It was crazy, I knew, to feel safer on the moon.
I stepped off the shuttle into the metal tang of filtered air and took a deep breath of relief. There was something snug about the glass dome above me, something that made me feel more secure than the open skies of Earth.
Once you’ve lived on the moon, Earth never quite feels like home again.
I could see the earth low on the horizon, nearly full, the one spot of color in a black-and-white landscape, like a huge blue jewel against a scattering of diamond chips on a velvet night. It had been nice to be away for a while. I’d enjoyed being able to walk for miles without coming to a wall. Everything down there seemed so huge. It was a wonder to walk through a store and see how many things, how many different things I could buy, and for so cheap! I would laugh at the price of apples. I’d bought a whole bag of them for my daughter. She missed apples, living here on the moon.
I rolled my suitcases to the checkpoint. This was part of why I felt safe on the moon. All the luggage would be thoroughly scanned, no weapons allowed. Here on the moon there were only about five thousand people at any time, half of them tourists and half of them residents, and none of them would have a gun. Ever. Crime was almost unheard of. Getting to the moon was so expensive, there was no way to steal enough out here to make it worth it.
But that was not enough reason to really feel safe. I knew that the vaccum of death was right outside the walls, all the time. And if, for some reason, the supply ships stopped coming, we’d all starve pretty quick. Of course we grew some of our own food, but it was only on an experimental basis. Someday the colony might be self-sustaining, but for now it cost more for us to produce our own food than to ship it up. Habitable space was at a premium here on the moon, and we needed it for people, not for crops.

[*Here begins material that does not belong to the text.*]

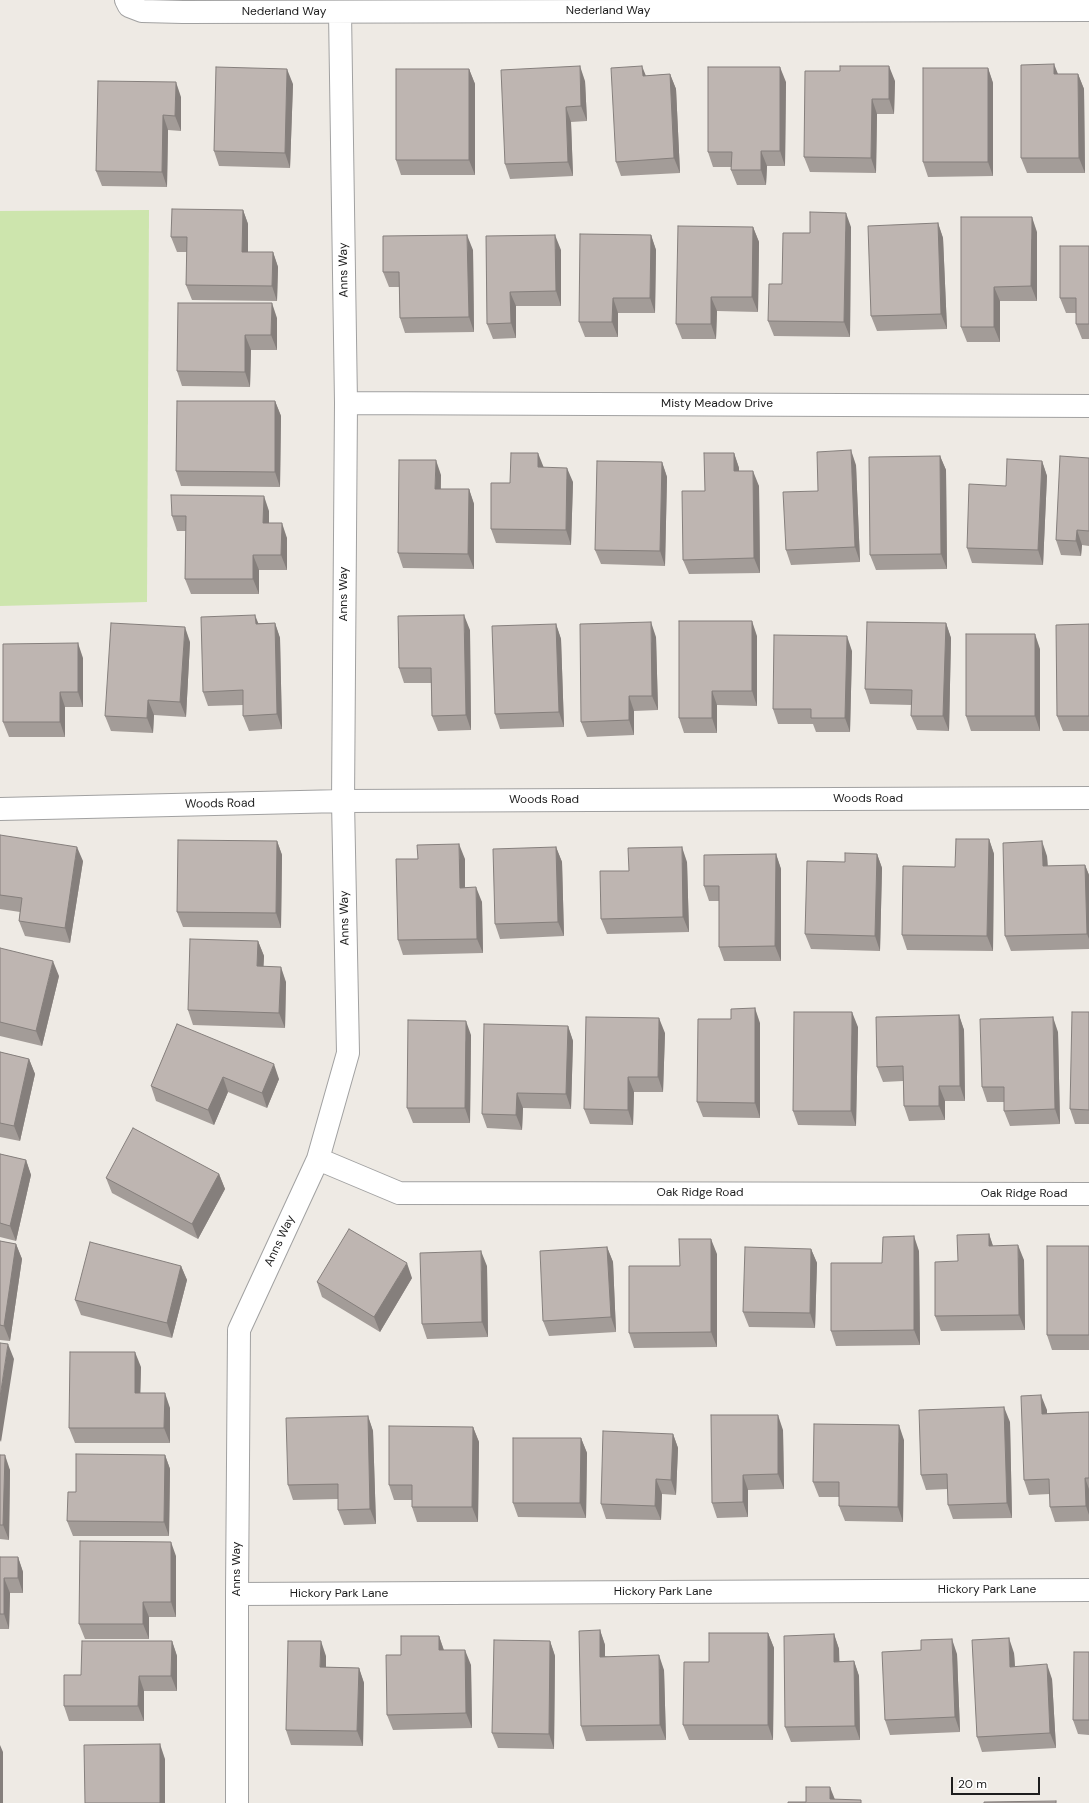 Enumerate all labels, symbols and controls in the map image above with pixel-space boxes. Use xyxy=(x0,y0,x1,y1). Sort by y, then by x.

Still, I felt a sense of relief being here again, far more than any worry about the isolation. All around me I heard dozens of languages in the chatter. The faces of the people in all different colors and forms, like a garden of humanity. Men and women from all nations of the world came here, not just the tourists, but the scientists, the students, even the artists who came and lived here for the inspiration, for the unique perspective it gave them on the universe. The average IQ of residents on the moon was 130. It suited me.
I stepped into the scanning booth, and could see my husband and daughter waving at me from the other side. In just a moment I’d be with them, opening my suitcase to show them the treasures I’d brought from Earth below. Spices, picture books, new clothes for Abby, and of course the apples.
A buzzer sounded and a red light came on. The security guard in her blue gloves spoke over the intercom. “I’m sorry, Dr. Clay, your immune system is too high for me to let you through quarantine. You can either wait in isolation here until it resolves, or you can take the shuttle back to Earth.”
I knew that if it turned out to be something serious, there’d be far better medical care on Earth, but my family was here. The moon was my home. Even if, by some remote chance, I was going to die, I wanted it to be here.
Staring at the faces of my family, I said, “I’ll stay.”